Problem statement:
Would you reproduce each of the records below precisely, with the pictures left out?

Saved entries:
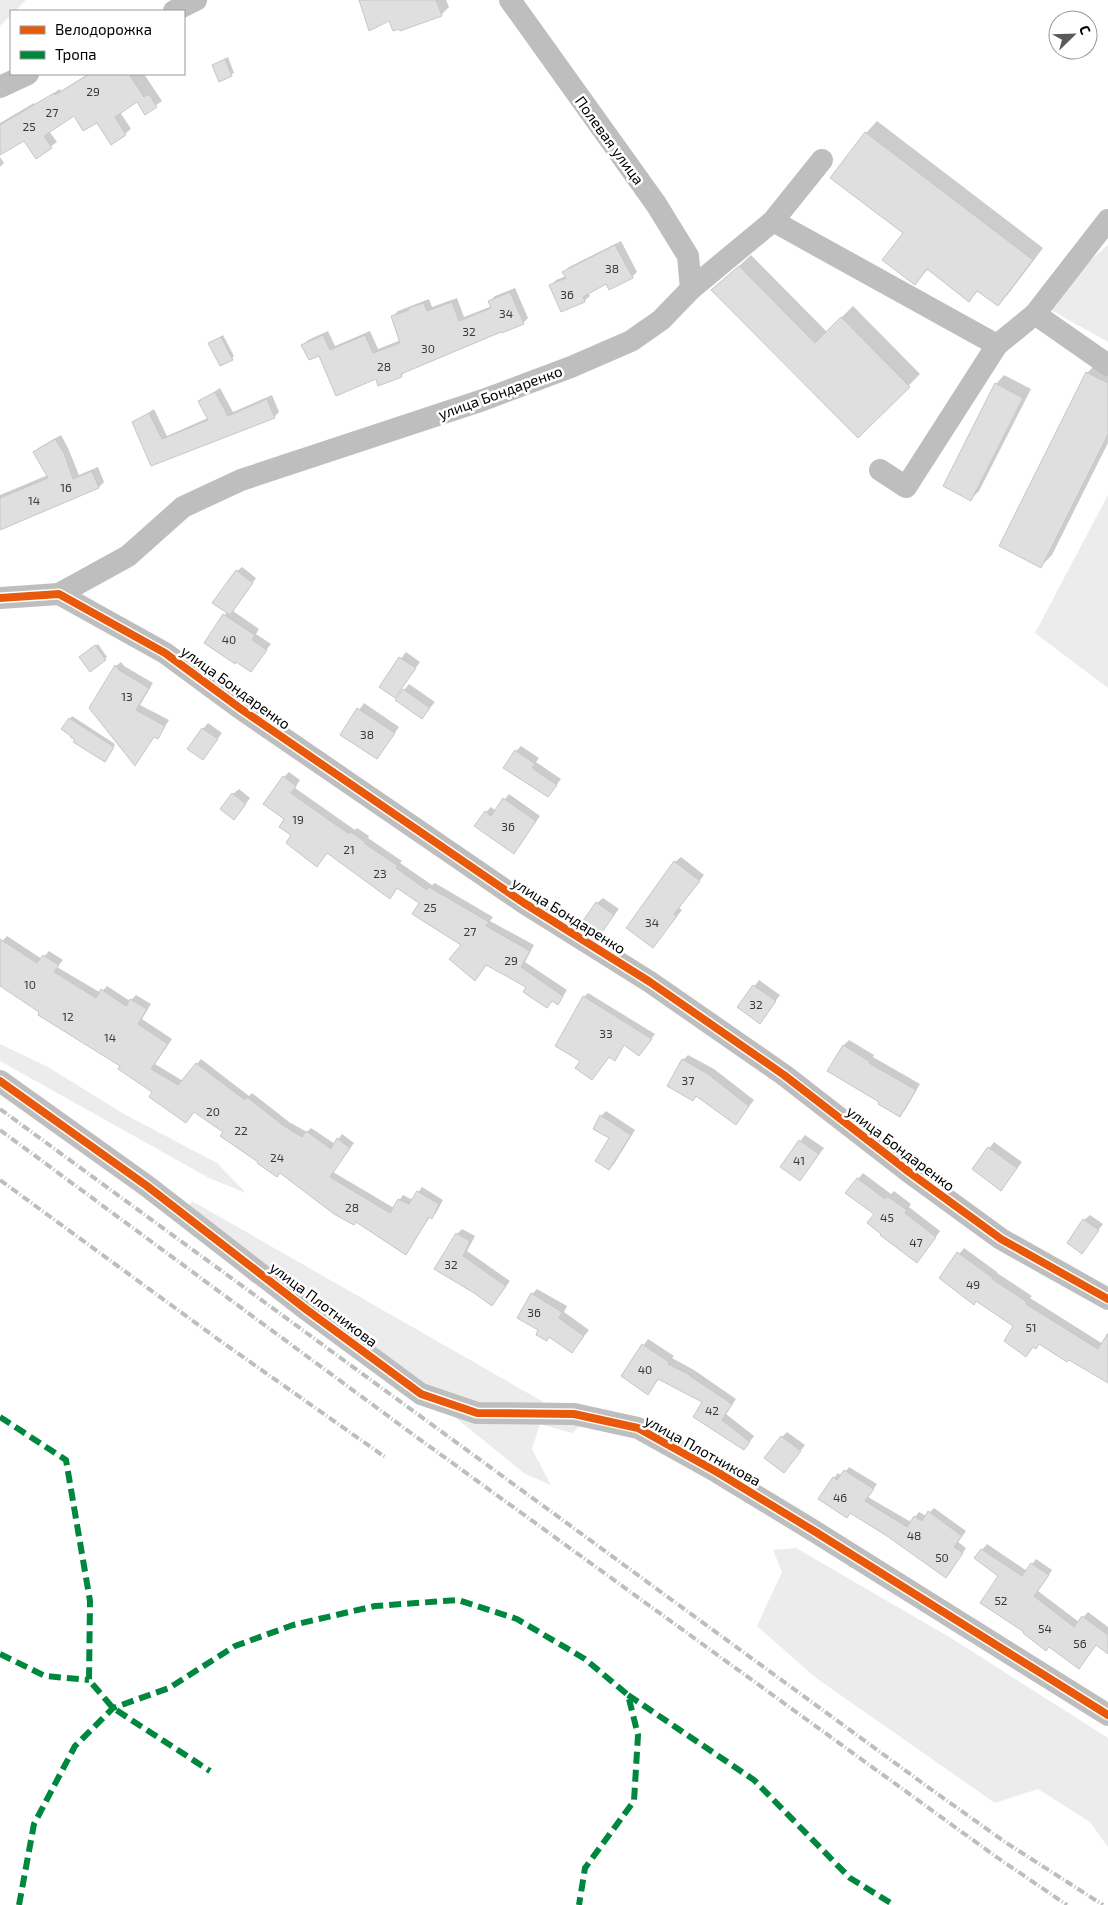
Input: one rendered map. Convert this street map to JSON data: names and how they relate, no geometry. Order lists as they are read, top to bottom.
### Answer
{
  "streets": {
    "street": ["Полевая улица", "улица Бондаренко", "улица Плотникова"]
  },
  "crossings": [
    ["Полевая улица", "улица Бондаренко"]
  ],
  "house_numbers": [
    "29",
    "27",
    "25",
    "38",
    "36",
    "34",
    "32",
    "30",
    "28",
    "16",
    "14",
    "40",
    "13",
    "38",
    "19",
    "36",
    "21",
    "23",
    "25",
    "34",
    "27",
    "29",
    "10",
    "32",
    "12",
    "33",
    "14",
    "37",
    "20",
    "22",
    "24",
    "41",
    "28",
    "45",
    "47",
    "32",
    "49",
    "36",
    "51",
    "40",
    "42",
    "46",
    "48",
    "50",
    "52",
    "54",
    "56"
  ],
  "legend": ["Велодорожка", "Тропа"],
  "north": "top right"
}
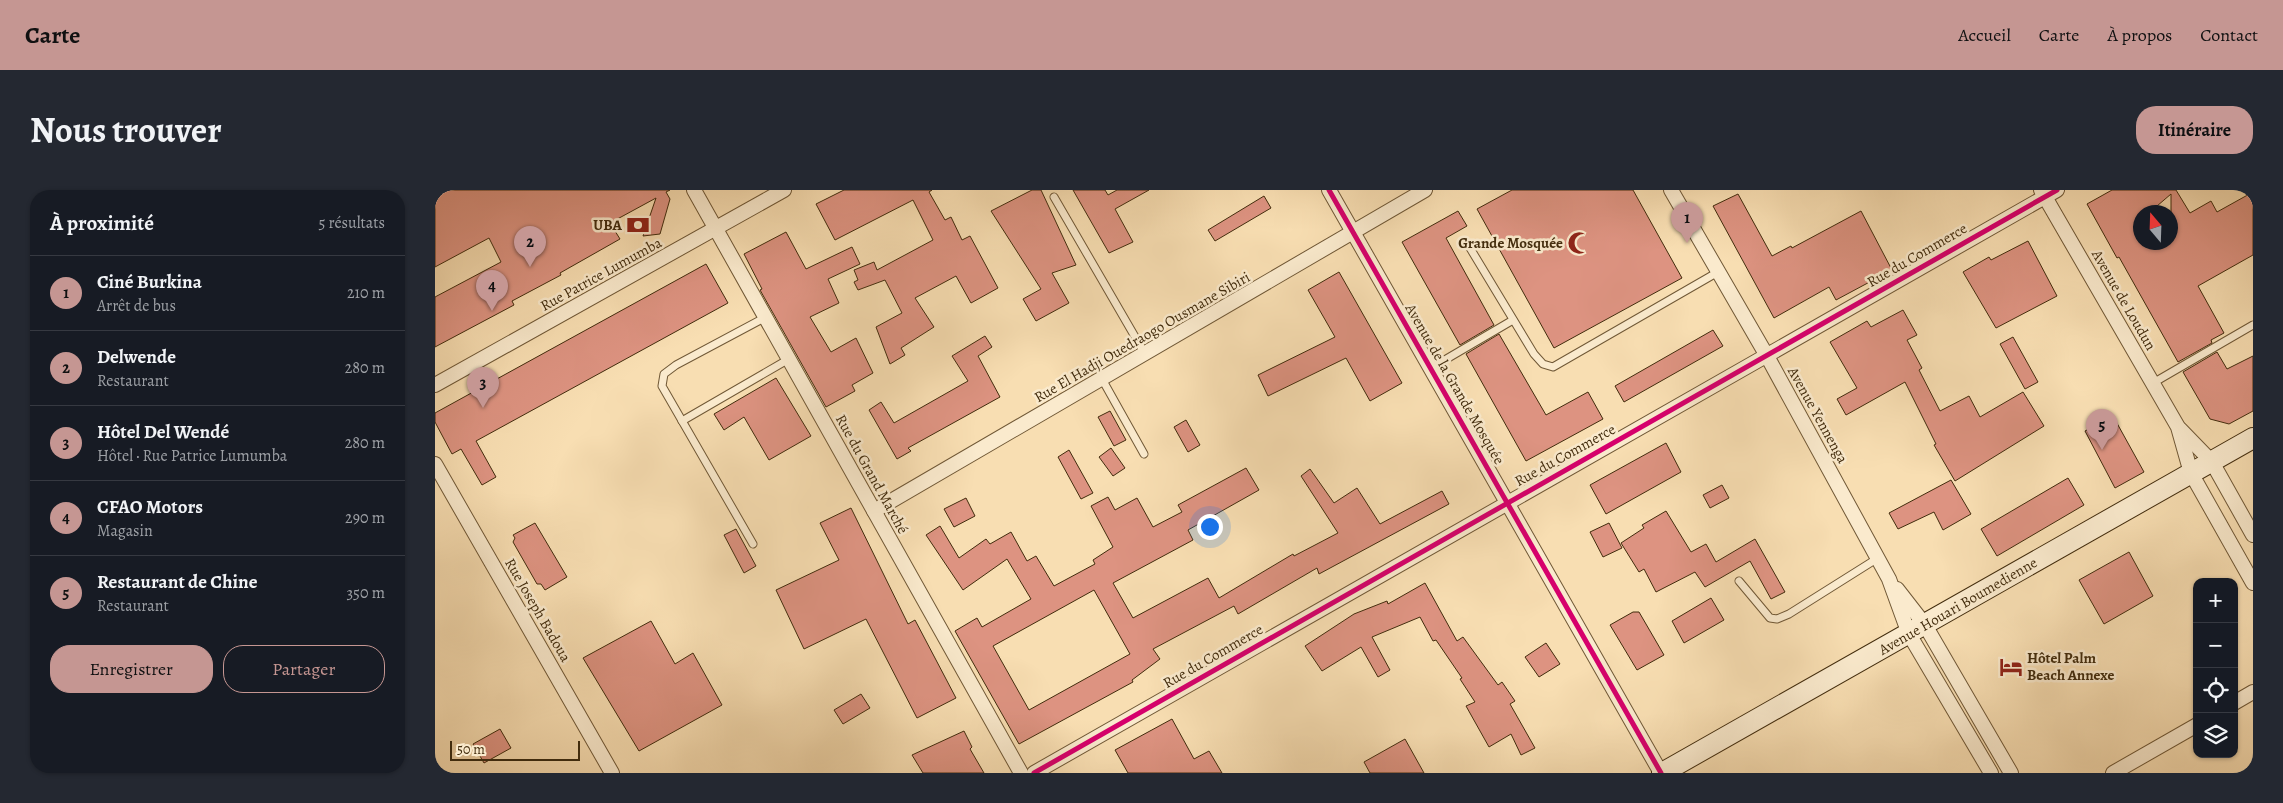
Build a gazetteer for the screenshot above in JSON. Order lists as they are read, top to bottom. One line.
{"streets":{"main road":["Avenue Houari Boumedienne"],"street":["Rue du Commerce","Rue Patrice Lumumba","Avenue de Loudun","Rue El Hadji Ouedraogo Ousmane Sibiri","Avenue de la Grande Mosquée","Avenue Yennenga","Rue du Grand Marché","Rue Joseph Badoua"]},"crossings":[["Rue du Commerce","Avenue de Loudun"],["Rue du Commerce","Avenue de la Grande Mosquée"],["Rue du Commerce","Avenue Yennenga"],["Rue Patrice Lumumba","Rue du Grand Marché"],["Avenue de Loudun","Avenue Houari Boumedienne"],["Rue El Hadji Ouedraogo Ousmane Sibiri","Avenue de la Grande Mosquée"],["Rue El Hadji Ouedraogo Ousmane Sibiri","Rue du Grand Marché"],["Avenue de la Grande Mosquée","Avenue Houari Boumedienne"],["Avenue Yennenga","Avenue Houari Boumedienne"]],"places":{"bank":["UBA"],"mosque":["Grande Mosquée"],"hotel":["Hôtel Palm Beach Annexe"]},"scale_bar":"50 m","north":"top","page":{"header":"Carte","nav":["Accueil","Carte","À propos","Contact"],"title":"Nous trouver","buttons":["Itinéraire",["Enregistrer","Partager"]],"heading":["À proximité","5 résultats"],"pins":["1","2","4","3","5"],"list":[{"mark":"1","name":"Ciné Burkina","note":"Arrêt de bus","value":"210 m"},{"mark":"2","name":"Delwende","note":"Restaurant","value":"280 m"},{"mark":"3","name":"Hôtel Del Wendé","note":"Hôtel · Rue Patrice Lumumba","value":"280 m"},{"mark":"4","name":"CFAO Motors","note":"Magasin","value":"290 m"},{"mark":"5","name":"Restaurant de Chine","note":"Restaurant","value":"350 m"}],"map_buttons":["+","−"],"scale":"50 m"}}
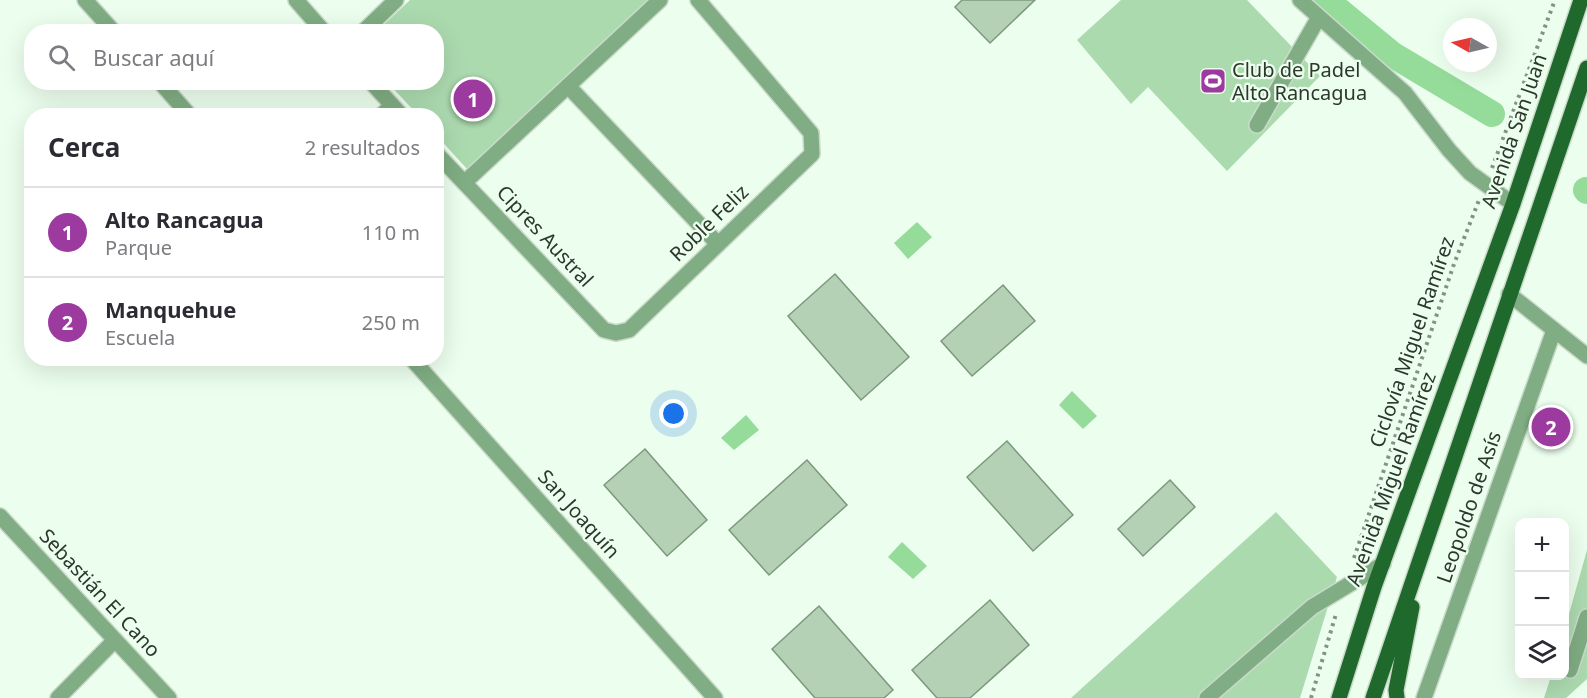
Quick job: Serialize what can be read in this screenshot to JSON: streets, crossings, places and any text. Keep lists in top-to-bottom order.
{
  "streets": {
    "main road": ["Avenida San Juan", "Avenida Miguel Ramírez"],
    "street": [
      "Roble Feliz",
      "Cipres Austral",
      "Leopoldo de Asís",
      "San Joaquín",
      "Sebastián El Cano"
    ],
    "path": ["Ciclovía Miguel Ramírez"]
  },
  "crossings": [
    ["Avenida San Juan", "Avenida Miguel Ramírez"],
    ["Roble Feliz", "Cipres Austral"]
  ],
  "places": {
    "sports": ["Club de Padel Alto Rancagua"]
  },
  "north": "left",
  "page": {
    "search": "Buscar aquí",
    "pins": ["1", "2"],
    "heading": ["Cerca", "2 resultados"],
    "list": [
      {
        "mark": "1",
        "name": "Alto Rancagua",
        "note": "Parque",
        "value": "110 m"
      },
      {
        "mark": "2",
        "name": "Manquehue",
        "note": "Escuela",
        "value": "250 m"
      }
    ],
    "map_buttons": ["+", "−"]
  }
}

Result of the exercise:
Input: one rendered map. Convert this street map to JSON data: names and how they relate, no geometry. Order lists as they are read, top to bottom.
### Answer
{
  "streets": {
    "street": ["Полевая улица", "улица Бондаренко", "улица Плотникова"]
  },
  "crossings": [
    ["Полевая улица", "улица Бондаренко"]
  ],
  "house_numbers": [
    "29",
    "27",
    "25",
    "38",
    "36",
    "34",
    "32",
    "30",
    "28",
    "16",
    "14",
    "40",
    "13",
    "38",
    "19",
    "36",
    "21",
    "23",
    "25",
    "34",
    "27",
    "29",
    "10",
    "32",
    "12",
    "33",
    "14",
    "37",
    "20",
    "22",
    "24",
    "41",
    "28",
    "45",
    "47",
    "32",
    "49",
    "36",
    "51",
    "40",
    "42",
    "46",
    "48",
    "50",
    "52",
    "54",
    "56"
  ],
  "legend": ["Велодорожка", "Тропа"],
  "north": "top right"
}
Build a gazetteer for the screenshot above in JSON. Order lists as they are read, top to bottom. One line.
{"streets":{"main road":["Avenue Houari Boumedienne"],"street":["Rue du Commerce","Rue Patrice Lumumba","Avenue de Loudun","Rue El Hadji Ouedraogo Ousmane Sibiri","Avenue de la Grande Mosquée","Avenue Yennenga","Rue du Grand Marché","Rue Joseph Badoua"]},"crossings":[["Rue du Commerce","Avenue de Loudun"],["Rue du Commerce","Avenue de la Grande Mosquée"],["Rue du Commerce","Avenue Yennenga"],["Rue Patrice Lumumba","Rue du Grand Marché"],["Avenue de Loudun","Avenue Houari Boumedienne"],["Rue El Hadji Ouedraogo Ousmane Sibiri","Avenue de la Grande Mosquée"],["Rue El Hadji Ouedraogo Ousmane Sibiri","Rue du Grand Marché"],["Avenue de la Grande Mosquée","Avenue Houari Boumedienne"],["Avenue Yennenga","Avenue Houari Boumedienne"]],"places":{"bank":["UBA"],"mosque":["Grande Mosquée"],"hotel":["Hôtel Palm Beach Annexe"]},"scale_bar":"50 m","north":"top","page":{"header":"Carte","nav":["Accueil","Carte","À propos","Contact"],"title":"Nous trouver","buttons":["Itinéraire",["Enregistrer","Partager"]],"heading":["À proximité","5 résultats"],"pins":["1","2","4","3","5"],"list":[{"mark":"1","name":"Ciné Burkina","note":"Arrêt de bus","value":"210 m"},{"mark":"2","name":"Delwende","note":"Restaurant","value":"280 m"},{"mark":"3","name":"Hôtel Del Wendé","note":"Hôtel · Rue Patrice Lumumba","value":"280 m"},{"mark":"4","name":"CFAO Motors","note":"Magasin","value":"290 m"},{"mark":"5","name":"Restaurant de Chine","note":"Restaurant","value":"350 m"}],"map_buttons":["+","−"],"scale":"50 m"}}
Quick job: Serialize what can be read in this screenshot to JSON: streets, crossings, places and any text. Keep lists in top-to-bottom order.
{
  "streets": {
    "main road": ["Avenida San Juan", "Avenida Miguel Ramírez"],
    "street": [
      "Roble Feliz",
      "Cipres Austral",
      "Leopoldo de Asís",
      "San Joaquín",
      "Sebastián El Cano"
    ],
    "path": ["Ciclovía Miguel Ramírez"]
  },
  "crossings": [
    ["Avenida San Juan", "Avenida Miguel Ramírez"],
    ["Roble Feliz", "Cipres Austral"]
  ],
  "places": {
    "sports": ["Club de Padel Alto Rancagua"]
  },
  "north": "left",
  "page": {
    "search": "Buscar aquí",
    "pins": ["1", "2"],
    "heading": ["Cerca", "2 resultados"],
    "list": [
      {
        "mark": "1",
        "name": "Alto Rancagua",
        "note": "Parque",
        "value": "110 m"
      },
      {
        "mark": "2",
        "name": "Manquehue",
        "note": "Escuela",
        "value": "250 m"
      }
    ],
    "map_buttons": ["+", "−"]
  }
}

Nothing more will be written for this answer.